= Work order =
With the pictures removed, set down all of the entries below exactly.

────────────────

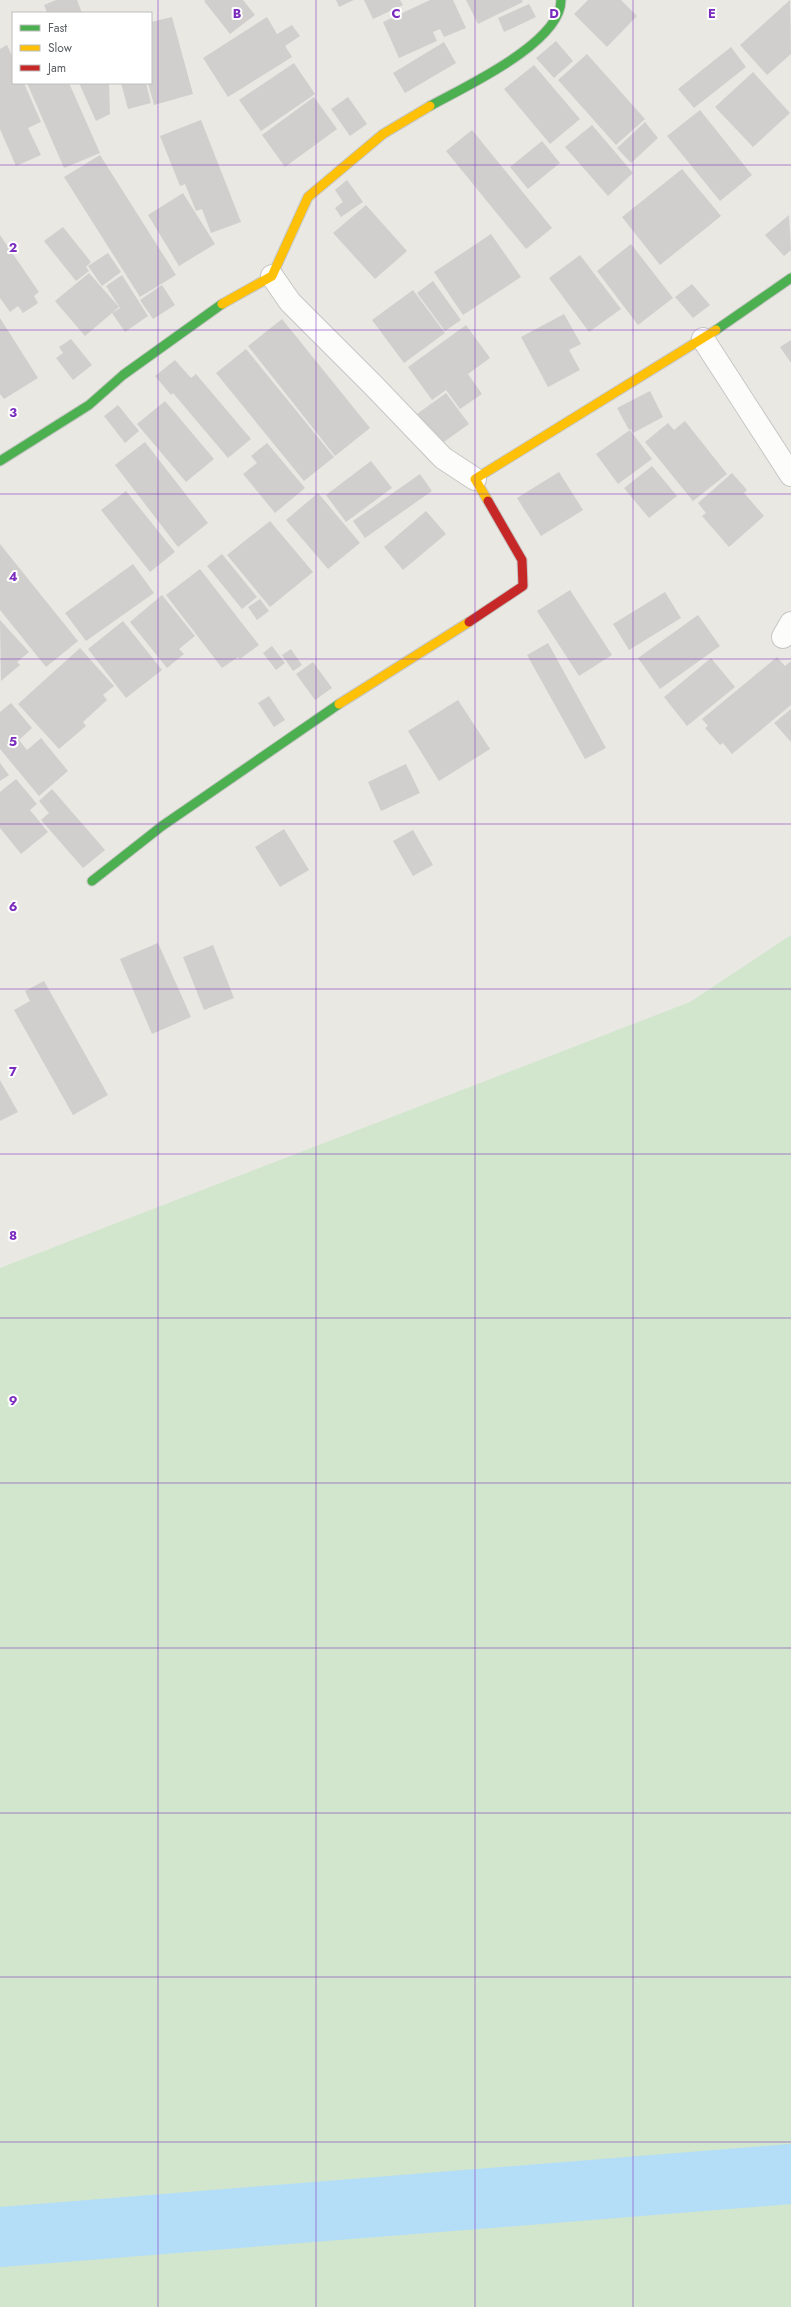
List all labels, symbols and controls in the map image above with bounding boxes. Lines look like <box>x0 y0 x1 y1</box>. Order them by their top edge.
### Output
text: B <box>233 4 242 23</box>
text: C <box>391 4 401 23</box>
text: D <box>549 4 559 23</box>
text: E <box>708 4 716 23</box>
legend <box>12 12 152 84</box>
text: Fast <box>48 19 67 37</box>
text: Slow <box>48 39 73 57</box>
text: Jam <box>46 59 66 77</box>
text: 2 <box>9 238 17 257</box>
text: 3 <box>9 403 17 422</box>
text: 4 <box>8 567 18 586</box>
text: 5 <box>9 732 17 751</box>
text: 6 <box>9 897 18 916</box>
text: 7 <box>9 1062 17 1081</box>
text: 8 <box>9 1226 17 1245</box>
text: 9 <box>9 1391 18 1410</box>

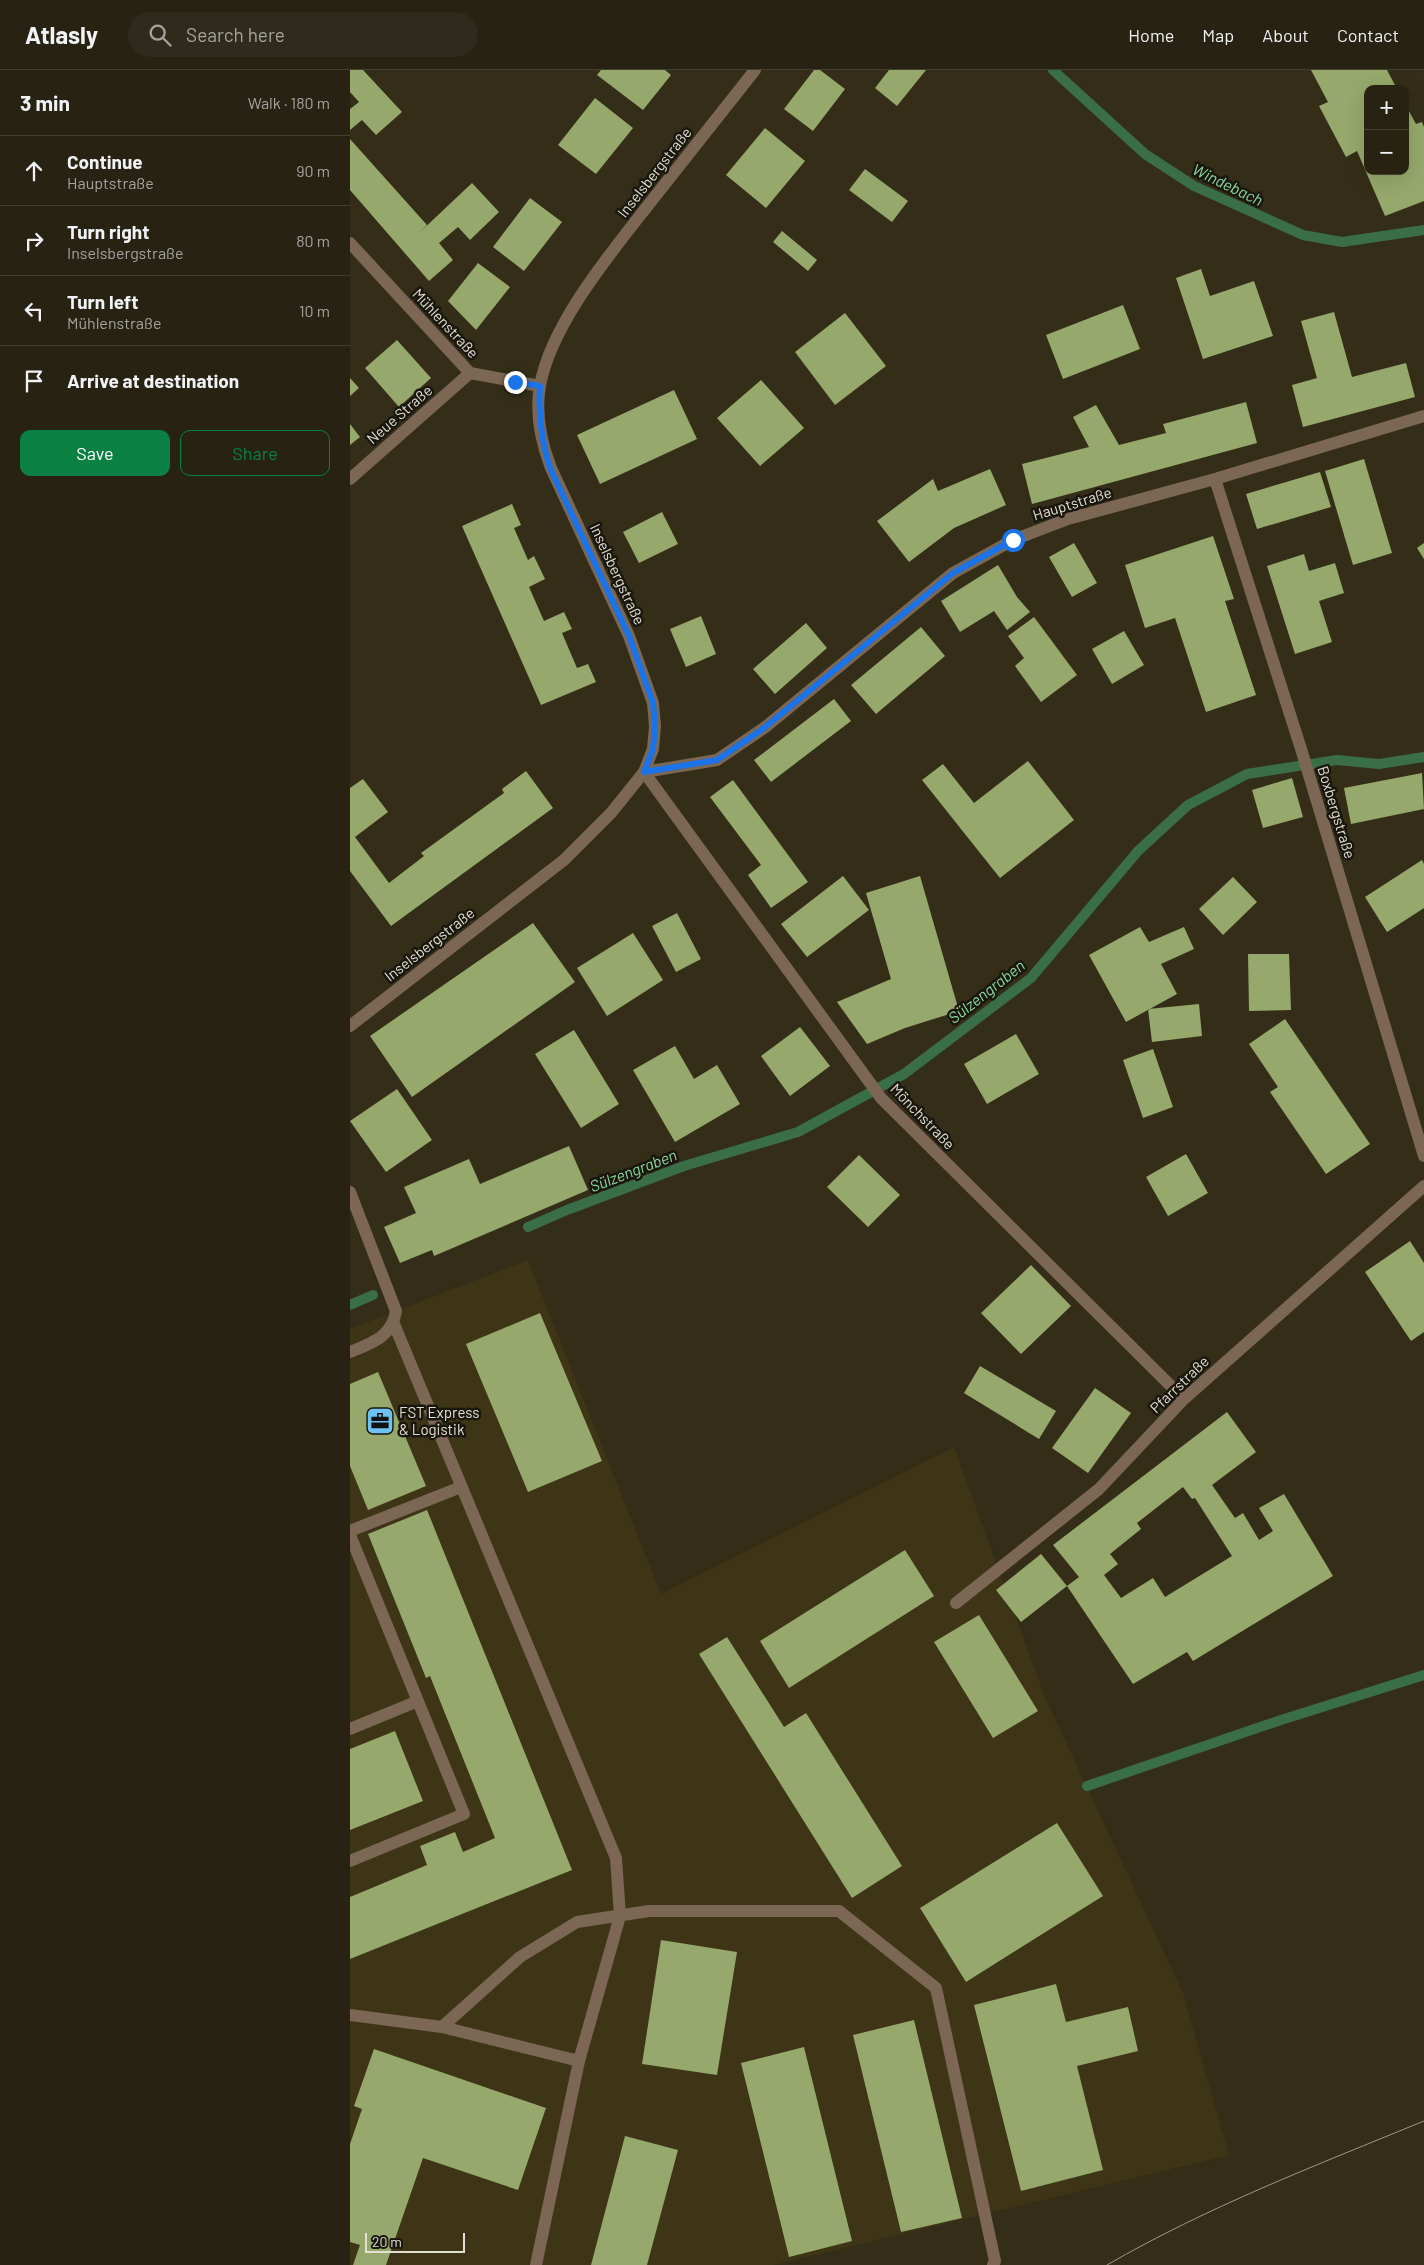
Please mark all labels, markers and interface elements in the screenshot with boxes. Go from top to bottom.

────────────────

= Your solution =
List all labels, symbols and controls in the map image above with bounding boxes. Lines look like <box>x0 y0 x1 y1</box>. Order them by their top edge.
### Output
text: B <box>233 4 242 23</box>
text: C <box>391 4 401 23</box>
text: D <box>549 4 559 23</box>
text: E <box>708 4 716 23</box>
legend <box>12 12 152 84</box>
text: Fast <box>48 19 67 37</box>
text: Slow <box>48 39 73 57</box>
text: Jam <box>46 59 66 77</box>
text: 2 <box>9 238 17 257</box>
text: 3 <box>9 403 17 422</box>
text: 4 <box>8 567 18 586</box>
text: 5 <box>9 732 17 751</box>
text: 6 <box>9 897 18 916</box>
text: 7 <box>9 1062 17 1081</box>
text: 8 <box>9 1226 17 1245</box>
text: 9 <box>9 1391 18 1410</box>

Please mark all labels, markers and interface elements in the screenshot with boxes. Go from top to bottom.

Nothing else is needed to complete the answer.